• WORK REQUIRED: Go through the material and copy each line that includes "picture".

══ RECORDS FOR THE EXERCISE

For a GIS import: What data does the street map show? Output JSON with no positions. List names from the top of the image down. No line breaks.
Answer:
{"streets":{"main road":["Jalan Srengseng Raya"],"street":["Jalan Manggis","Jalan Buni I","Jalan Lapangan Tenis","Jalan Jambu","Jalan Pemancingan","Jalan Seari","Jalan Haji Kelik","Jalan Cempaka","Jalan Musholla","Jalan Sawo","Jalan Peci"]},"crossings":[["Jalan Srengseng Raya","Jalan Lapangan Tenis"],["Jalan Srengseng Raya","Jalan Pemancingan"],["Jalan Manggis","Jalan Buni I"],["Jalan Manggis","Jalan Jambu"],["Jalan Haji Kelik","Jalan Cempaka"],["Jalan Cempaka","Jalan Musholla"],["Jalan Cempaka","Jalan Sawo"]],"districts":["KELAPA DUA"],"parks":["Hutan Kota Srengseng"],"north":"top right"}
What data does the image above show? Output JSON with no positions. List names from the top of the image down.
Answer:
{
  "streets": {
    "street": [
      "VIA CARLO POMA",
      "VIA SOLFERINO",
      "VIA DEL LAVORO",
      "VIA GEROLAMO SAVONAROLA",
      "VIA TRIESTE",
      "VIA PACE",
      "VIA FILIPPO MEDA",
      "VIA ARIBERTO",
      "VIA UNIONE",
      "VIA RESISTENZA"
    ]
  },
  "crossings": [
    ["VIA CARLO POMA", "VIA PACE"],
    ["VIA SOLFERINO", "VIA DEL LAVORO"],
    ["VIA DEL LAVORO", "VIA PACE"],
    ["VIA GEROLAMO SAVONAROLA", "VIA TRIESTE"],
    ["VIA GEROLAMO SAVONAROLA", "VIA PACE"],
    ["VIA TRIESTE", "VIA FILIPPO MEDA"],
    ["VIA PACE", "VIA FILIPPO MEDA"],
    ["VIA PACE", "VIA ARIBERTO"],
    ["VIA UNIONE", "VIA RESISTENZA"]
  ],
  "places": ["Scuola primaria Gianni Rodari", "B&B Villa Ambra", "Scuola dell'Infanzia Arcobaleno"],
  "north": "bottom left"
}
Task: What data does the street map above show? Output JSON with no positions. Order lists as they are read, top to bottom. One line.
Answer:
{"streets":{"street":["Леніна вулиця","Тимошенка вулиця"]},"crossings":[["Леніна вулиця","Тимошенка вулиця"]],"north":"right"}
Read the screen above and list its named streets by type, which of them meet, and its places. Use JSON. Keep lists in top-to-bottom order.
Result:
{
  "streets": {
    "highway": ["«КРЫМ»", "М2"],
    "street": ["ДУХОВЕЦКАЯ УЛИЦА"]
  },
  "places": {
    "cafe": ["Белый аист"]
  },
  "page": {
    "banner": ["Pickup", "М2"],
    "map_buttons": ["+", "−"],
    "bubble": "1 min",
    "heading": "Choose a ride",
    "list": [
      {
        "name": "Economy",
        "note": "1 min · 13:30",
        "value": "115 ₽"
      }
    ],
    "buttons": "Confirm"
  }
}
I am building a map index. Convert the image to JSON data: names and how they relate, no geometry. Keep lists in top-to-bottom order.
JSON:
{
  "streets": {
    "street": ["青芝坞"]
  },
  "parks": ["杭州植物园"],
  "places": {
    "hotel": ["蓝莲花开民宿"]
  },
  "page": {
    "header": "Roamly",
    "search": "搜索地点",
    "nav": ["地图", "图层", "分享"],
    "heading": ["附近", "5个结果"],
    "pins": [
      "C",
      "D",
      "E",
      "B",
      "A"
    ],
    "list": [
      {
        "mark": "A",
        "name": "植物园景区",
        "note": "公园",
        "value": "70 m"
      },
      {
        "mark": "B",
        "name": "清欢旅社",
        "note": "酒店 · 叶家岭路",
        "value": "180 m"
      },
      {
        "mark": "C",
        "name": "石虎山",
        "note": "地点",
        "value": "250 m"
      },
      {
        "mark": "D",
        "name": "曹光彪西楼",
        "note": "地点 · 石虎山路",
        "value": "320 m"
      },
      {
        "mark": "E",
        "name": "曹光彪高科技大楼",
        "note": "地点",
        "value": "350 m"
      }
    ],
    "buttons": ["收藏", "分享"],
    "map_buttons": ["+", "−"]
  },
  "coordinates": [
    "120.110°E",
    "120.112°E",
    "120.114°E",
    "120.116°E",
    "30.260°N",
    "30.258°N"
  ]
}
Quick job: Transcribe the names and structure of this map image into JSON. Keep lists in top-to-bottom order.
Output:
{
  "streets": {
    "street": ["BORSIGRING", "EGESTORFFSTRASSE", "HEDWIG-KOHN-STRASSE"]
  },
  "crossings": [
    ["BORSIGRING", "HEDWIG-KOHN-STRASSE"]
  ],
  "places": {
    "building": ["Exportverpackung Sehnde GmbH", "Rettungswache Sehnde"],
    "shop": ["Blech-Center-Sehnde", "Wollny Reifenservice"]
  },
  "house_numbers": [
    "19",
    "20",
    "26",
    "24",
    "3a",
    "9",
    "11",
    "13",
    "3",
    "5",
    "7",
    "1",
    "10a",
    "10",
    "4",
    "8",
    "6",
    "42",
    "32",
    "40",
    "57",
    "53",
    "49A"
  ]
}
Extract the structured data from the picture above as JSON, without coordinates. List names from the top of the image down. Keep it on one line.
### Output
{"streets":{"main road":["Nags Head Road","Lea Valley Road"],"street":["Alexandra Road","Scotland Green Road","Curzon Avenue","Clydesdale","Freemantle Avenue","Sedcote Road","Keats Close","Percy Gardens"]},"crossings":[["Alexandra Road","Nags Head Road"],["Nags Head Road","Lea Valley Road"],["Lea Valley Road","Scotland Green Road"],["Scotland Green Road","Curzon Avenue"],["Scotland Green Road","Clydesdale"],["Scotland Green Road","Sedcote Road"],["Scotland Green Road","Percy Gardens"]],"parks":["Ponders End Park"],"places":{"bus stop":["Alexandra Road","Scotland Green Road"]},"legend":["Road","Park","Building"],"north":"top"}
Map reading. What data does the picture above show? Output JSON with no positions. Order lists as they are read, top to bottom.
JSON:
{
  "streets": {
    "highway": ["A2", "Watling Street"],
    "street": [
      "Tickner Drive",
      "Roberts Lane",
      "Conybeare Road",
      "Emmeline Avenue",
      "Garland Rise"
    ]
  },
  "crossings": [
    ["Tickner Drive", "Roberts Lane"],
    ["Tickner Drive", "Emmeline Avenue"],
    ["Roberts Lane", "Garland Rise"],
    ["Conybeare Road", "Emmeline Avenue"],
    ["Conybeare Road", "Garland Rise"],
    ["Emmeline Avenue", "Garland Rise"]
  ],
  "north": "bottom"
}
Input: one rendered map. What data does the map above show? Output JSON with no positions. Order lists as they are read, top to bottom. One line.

════

• FINISHED TASK:
Extract the structured data from the picture above as JSON, without coordinates. List names from the top of the image down. Keep it on one line.
Map reading. What data does the picture above show? Output JSON with no positions. Order lists as they are read, top to bottom.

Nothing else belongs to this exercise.